Atkins told IBT the downfall of Yellow was a long time coming but happened relatively quickly. In May, the company said that it was advancing in its efforts to execute a turnaround through the implementation of its One Yellow plan, which, in his opinion, had the potential to succeed. Then, in June and July, Yellow said it was running out of cash and couldn't make a deal with the Teamsters that would allow it to get another loan. Next, news emerged Yellow had lost up to 80% of its business and that it would soon be liquidating.

In 2020, the company received a $700 million loan from the federal government under a federal coronavirus pandemic relief program placed the company under partial ownership by U.S. taxpayers. In 2021 and 2022, Chan said, Yellow was doing relatively well in what was a peak earnings environment for the transportation industry. Nevertheless, the age of its fleet and its debt servicing kept it from keeping up with its competitors.

Chan said he did not blame the Teamsters for saying enough is enough. The union made repeated concessions to the company in the past which they were told would be temporary when Yellow got back in order. The company never made good on those promises. Management, he said, should have worked better with its union and Teamsters leadership.
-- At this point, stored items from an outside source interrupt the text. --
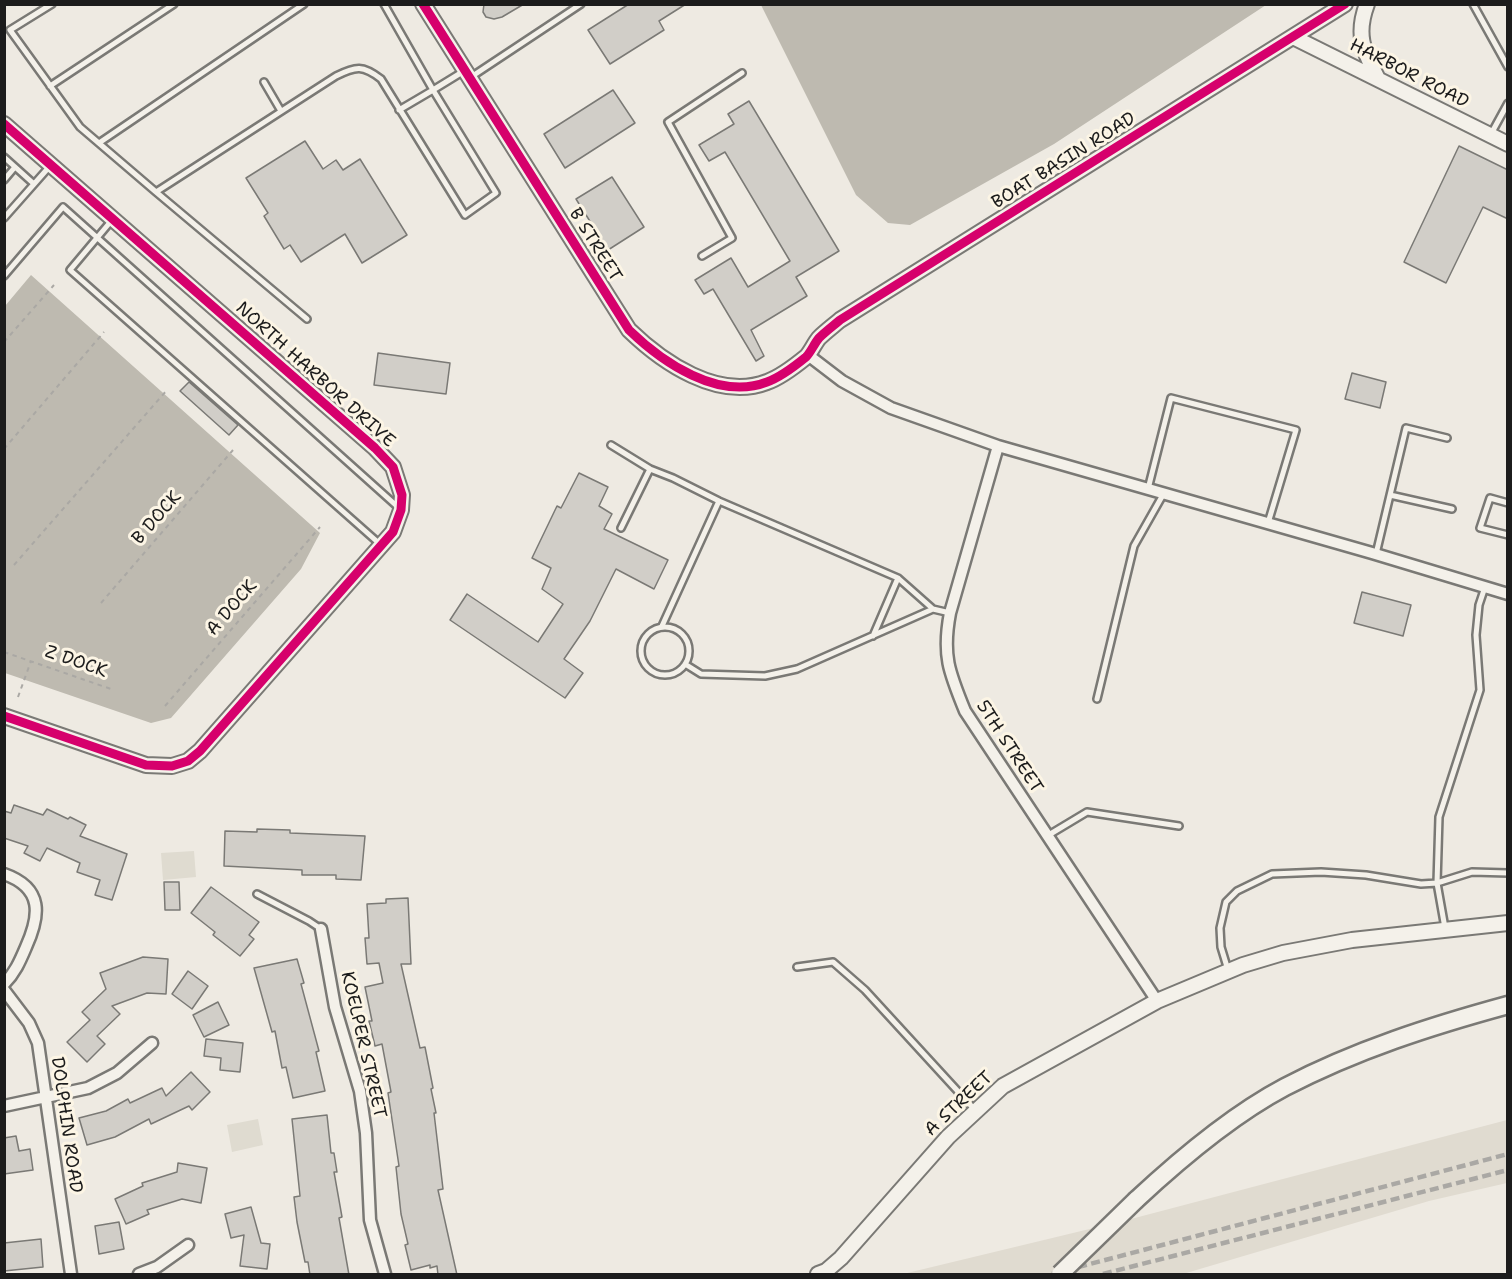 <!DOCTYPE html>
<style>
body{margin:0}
#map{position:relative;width:1512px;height:1279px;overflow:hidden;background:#eeeae2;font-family:"Shantell Sans",sans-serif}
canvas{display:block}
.frame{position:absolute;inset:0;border:6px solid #1c1c1c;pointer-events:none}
</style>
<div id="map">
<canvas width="1512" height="1279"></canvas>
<div class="frame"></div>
</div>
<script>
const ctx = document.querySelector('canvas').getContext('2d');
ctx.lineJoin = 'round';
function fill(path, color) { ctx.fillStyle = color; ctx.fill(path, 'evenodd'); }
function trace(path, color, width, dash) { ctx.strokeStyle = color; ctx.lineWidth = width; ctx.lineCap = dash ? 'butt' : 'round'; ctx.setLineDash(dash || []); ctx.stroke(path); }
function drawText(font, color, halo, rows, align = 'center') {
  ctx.font = font + ' "Shantell Sans",sans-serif'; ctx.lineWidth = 6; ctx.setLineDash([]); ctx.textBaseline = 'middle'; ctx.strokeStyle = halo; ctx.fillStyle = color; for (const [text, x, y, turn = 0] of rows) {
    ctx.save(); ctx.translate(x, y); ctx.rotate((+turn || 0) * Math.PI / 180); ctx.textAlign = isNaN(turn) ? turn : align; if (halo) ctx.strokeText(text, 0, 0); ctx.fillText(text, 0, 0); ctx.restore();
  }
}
fill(new Path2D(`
 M1507,1120V1183L1429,1201L1183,1274H903L1131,1219Z`), '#e0dbd0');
fill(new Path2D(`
 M194,851L196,877L163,880L161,853Z
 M258,1119L263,1145L232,1152L227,1125Z`), '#dfdbd0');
fill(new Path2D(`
 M761,5H1266L1054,144L910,225L888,223L856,195Z
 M31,275L320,533L301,569L171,718L151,723L5,673V306Z`), '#bebab0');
const building = new Path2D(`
 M484,4H524L502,17L494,19L486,17L483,12Z
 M629,4H686L659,21L664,30L610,64L588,30Z
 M613,90L635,123L565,168L544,134Z
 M749,101L839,251L796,277L807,296L751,330L764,356L756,361L713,289L704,294L695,280L731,258L748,287L790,261L725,152L709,161L699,145L734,124L728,114Z
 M305,141L323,169L336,160L343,170L360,159L407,235L362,263L345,234L301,262L290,245L284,249L264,216L268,213L246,178Z
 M1459,146L1508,170V219L1483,207L1446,283L1404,262Z
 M612,177L644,227L608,250L576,199Z
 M378,353L450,363L446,394L374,385Z
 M1352,373L1386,382L1380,408L1345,399Z
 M189,382L238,425L229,435L180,391Z
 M579,473L608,487L599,506L612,514L604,529L668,560L654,589L616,569L590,621L564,659L583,673L565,698L450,620L467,594L538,642L563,604L542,589L551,568L532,558L557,506L561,508Z
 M1362,592L1411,605L1403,636L1354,623Z
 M14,805L43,815L47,809L68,819L70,817L86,825L80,836L127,854L112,900L95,895L100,880L77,872L80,863L47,848L40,861L24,853L28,846L4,838V811L11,813Z
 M257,829L290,830V833L365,836L361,880L336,879V875H302V870L224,866L225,831L257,832Z
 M164,882H179L180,910H165Z
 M211,887L259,922L249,935L254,939L240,956L213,935L215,932L191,913Z
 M408,898L411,964H401L420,1048L425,1047L433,1088L431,1089L436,1113H434L443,1189L438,1190L457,1275H438L437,1266L430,1268V1265L411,1270L405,1245L408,1244L401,1214L396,1167L399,1166L388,1093L391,1092L382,1044L375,1046L369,1021H372L365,987L383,983L379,963L367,964L365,938H369L367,904L386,903V899Z
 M143,957L168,959L166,994L147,993L112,1006L120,1014L97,1036L105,1044L87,1062L67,1042L90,1020L82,1012L106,989L100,973Z
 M297,959L304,983L301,984L319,1051L316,1052L325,1091L293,1098L286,1067L282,1068L275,1031L272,1032L254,968Z
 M188,971L208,986L192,1009L172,994Z
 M218,1002L229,1025L204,1037L193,1015Z
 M206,1039L243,1043L240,1072L220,1070L221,1058L204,1056Z
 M191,1072L210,1092L192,1110L189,1106L151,1124L149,1119L115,1137L87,1145L79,1118L106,1111L128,1099L130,1103L162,1088L166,1096Z
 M327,1115L331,1153H334L337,1172H334L342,1217L339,1218L349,1275H310L308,1262H305L297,1222L294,1197L300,1196L292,1119Z
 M16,1136L19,1151L30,1149L33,1170L4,1174V1138Z
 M178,1163L207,1168L201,1203L182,1199L147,1210L149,1214L126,1224L115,1199L143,1186L142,1183L177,1172Z
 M251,1207L261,1243L270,1244L267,1269L240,1266L244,1235L231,1238L225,1214Z
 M119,1222L124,1249L99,1254L95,1226Z
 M41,1239L43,1267L4,1271V1243Z`);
fill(building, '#d1cec8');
trace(building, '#7a7975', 1.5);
const service = new Path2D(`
 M52,4L10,30L80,127L156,192L336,76C356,66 363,65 381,79L465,215L496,193L433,90L464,71
 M384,4L433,90L399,110
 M1473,4L1508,67
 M471,77L581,4
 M264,82L281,111
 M50,86L174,4
 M1491,134L1508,103
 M99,143L304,4
 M4,157L34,184
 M4,180L15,167
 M156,192L307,319
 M4,218L50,166
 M112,220L70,270L381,545
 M702,256L732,238L668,122L742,73
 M4,276L63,207L399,508
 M611,445L650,469L673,478L719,501L898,578L933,609L950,613
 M1148,489L1171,398L1296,430L1268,523
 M1390,495L1452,509
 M1508,503L1490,498L1480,528L1508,535
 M621,528L650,469
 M1376,554L1406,428L1447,438
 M1485,587L1479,605L1476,635L1480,690L1439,817L1437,883L1472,872L1508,873
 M662,626L719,501
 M641 651a24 24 0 1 1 48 0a24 24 0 1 1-48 0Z
 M873,636L898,578
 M685,664L701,674L765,676L797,669L933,609
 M1097,699L1134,546L1164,493
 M1047,836L1087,812L1179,826
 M257,894L309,921L321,929
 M797,967L833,962L865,990L975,1110
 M1228,970L1221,947L1220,928L1226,902L1237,891L1272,874L1321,872L1366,875L1421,884L1437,883L1445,928`);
const minor = new Path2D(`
 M808,355L842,381L891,408L998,446L1372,553L1508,594
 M998,446L950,613C942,655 949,672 965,711L1157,1001
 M4,874C44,888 40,916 26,947C20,961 15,973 4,984
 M321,929L335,1007L360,1091L366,1133L370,1220L385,1274
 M4,990L29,1023L38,1043L71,1274
 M4,1106L88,1088L117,1073L152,1043
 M139,1274L157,1267L188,1245`);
const tertiary = new Path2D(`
 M423,4L629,330C662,362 718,401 767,382C781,377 795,366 806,357C811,352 814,344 819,338C825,332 833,326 840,320L1345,4
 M1367,4C1355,36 1364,51 1378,79
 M1293,37L1508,144
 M4,124L375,448L393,467L402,495L401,510L393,532L200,751L188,761L172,766L146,765L4,716
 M818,1274L826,1271L841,1258L948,1137L1003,1086L1157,1001L1243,965L1283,953L1352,940L1508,923`);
const secondary = new Path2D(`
 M1136,1200C1180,1159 1232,1115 1285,1087C1356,1050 1431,1026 1508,1005`);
trace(service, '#7a7975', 10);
trace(minor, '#7a7975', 15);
trace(tertiary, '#7a7975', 18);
trace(secondary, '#7a7975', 21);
trace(new Path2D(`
 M4,342L54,285
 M4,449L104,332
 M14,565L167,390
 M101,603L233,450
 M4,652L111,689
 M18,697L31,661
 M165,706L320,527`), '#aaa8a4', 2, [4.5, 4.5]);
trace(service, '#f4f1ea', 5);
trace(minor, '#f4f1ea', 10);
trace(tertiary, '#f4f1ea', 14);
trace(secondary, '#f4f1ea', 16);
trace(new Path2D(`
 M1052,1274L1508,1154
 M1103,1274L1508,1170`), '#aaa8a4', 4.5, [9, 4.5]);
const secondaryBridge = new Path2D(`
 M1060,1274L1136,1200`);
trace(secondaryBridge, '#7a7975', 21, []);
trace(secondaryBridge, '#f4f1ea', 16);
trace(new Path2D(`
 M423,4L629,330C662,362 718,401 767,382C781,377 795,366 806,357C811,352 814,344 819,338C825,332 833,326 840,320L1345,4
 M4,124L375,448L393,467L402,495L401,510L393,532L200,751L188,761L172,766L146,765L4,716`), '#d6006c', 9);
drawText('18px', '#1c1c1c', '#fcf5e5', [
 ["HARBOR ROAD",1409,74,27],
 ["BOAT BASIN ROAD",1064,161,-32],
 ["B STREET",595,245,58],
 ["NORTH HARBOR DRIVE",315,375,42],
 ["B DOCK",157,518,-49],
 ["A DOCK",232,608,-49],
 ["Z DOCK",76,662,19],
 ["5TH STREET",1009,747,57],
 ["KOELPER STREET",363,1045,77],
 ["A STREET",959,1104,-43],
 ["DOLPHIN ROAD",66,1125,82]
]);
</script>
As for what comes next, both Atkins and Chan closed the door on Yellow somehow getting back into business. While Chapter 11 bankruptcy is not an outright liquidation event like Chapter 7 bankruptcy, Yellow will only exist as a skeleton operation selling what it has of value to satisfy its creditors.
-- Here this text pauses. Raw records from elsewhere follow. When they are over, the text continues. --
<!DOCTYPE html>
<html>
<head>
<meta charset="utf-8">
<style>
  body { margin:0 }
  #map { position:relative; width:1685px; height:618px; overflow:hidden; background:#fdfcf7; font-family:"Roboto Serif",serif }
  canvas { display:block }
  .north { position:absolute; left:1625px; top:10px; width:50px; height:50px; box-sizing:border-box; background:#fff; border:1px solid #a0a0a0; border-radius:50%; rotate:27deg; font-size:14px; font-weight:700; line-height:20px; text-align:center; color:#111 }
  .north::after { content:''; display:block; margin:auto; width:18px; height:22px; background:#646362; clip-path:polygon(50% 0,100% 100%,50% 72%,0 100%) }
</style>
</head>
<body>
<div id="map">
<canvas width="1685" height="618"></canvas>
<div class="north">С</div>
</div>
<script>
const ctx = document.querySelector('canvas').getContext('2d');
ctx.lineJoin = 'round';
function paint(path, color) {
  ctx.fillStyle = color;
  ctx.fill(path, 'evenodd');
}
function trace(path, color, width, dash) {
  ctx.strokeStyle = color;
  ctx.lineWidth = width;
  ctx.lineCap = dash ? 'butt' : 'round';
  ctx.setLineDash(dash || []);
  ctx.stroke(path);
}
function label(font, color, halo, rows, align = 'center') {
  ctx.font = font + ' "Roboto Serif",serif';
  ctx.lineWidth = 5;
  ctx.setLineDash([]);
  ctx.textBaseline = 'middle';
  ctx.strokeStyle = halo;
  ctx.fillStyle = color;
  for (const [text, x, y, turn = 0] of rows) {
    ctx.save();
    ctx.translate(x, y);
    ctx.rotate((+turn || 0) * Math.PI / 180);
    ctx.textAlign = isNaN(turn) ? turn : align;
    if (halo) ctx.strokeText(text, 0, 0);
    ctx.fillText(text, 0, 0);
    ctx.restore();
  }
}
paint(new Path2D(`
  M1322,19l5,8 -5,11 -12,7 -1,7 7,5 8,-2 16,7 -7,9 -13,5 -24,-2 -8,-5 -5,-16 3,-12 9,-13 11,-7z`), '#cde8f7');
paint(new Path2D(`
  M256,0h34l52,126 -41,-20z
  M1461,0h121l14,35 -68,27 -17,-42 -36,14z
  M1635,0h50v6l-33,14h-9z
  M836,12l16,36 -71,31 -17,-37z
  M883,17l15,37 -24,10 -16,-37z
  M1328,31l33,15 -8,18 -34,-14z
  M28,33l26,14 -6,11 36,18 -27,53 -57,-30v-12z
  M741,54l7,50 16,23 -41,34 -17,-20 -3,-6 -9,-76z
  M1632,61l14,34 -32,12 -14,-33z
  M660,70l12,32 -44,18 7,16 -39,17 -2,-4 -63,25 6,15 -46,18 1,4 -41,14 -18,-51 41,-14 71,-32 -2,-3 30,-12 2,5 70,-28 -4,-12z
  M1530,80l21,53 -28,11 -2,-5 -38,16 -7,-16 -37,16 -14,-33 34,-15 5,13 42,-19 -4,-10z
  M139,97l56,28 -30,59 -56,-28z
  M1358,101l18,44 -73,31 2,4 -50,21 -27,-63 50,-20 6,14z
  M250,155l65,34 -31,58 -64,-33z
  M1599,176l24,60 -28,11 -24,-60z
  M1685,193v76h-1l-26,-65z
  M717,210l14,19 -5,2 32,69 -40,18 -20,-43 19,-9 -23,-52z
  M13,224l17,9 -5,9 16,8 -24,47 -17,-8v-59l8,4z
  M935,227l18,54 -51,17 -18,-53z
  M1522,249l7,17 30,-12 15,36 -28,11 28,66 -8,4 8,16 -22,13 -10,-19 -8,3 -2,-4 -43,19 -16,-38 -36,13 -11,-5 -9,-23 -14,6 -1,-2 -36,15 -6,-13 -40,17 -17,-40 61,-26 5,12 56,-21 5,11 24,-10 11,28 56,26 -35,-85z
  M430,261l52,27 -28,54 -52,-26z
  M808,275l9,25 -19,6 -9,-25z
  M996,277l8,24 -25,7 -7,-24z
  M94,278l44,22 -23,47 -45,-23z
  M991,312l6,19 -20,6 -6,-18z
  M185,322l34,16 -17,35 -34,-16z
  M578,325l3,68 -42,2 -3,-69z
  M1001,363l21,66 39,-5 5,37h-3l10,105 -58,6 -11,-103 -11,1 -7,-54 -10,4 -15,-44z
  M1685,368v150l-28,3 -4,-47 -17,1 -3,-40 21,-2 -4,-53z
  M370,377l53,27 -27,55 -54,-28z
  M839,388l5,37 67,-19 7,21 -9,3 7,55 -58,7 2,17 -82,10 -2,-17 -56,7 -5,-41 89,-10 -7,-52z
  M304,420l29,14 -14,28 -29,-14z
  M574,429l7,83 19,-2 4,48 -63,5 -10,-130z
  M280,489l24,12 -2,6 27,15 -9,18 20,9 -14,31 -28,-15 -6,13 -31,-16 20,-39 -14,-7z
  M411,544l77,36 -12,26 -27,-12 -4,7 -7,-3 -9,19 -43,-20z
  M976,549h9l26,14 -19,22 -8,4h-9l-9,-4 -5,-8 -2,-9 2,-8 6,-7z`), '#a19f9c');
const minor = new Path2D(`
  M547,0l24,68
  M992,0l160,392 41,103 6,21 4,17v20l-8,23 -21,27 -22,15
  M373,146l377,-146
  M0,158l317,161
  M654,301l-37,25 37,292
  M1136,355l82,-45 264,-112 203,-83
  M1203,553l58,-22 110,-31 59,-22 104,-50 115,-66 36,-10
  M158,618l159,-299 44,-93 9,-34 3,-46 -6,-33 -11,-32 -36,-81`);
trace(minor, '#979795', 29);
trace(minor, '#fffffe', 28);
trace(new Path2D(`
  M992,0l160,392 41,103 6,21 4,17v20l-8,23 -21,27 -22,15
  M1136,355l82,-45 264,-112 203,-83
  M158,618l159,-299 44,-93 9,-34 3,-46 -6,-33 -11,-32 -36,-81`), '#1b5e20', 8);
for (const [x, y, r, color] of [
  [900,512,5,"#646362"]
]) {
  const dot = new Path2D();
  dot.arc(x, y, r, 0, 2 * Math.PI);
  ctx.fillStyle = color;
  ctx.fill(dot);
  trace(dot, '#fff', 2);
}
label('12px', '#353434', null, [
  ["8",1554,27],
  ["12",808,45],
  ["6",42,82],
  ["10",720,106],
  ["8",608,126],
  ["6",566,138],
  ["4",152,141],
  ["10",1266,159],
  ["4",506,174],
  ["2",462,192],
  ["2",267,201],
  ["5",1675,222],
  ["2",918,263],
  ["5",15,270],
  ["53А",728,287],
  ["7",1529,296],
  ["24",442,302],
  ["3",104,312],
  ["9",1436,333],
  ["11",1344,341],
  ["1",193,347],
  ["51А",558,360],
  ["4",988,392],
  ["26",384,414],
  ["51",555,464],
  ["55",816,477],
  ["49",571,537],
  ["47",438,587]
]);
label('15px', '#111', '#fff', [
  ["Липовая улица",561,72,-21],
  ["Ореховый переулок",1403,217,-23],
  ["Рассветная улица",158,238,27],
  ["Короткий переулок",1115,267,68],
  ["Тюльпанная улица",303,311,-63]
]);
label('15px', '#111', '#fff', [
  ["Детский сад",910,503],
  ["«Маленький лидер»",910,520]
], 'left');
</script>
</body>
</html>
Chan said there is "almost no chance" of a revival as Yellow already closed shop and it would take a tremendous amount of energy, and money, to get it back open and running again.

Atkins and Chan said other truckers will stand to gain as Yellow was one of the largest companies. Atkins told IBT the move will further consolidate the trucking industry. Chan said it will be a "windfall" for others in the LTL space where everyone picks up more freight and can incrementally raise their prices.

Neither Chan nor Atkins were concerned with U.S. taxpayers losing out on the $700 million loan, which gave the US Department of the Treasury an about 30% ownership stake in the company. Chan said the treasury should be made whole as Yellow sells off its real estate — which still retains good value — and its other assets.

"I think there's a temptation to look at a major trucking bankruptcy, especially in a freight trough as a sign that economic conditions are deteriorating but I want to be very clear that this is very much company specific," Chan said. "This is something that has been 20 years coming. It's not an indication that the sky is falling and that we should be concerned about the underlying economy."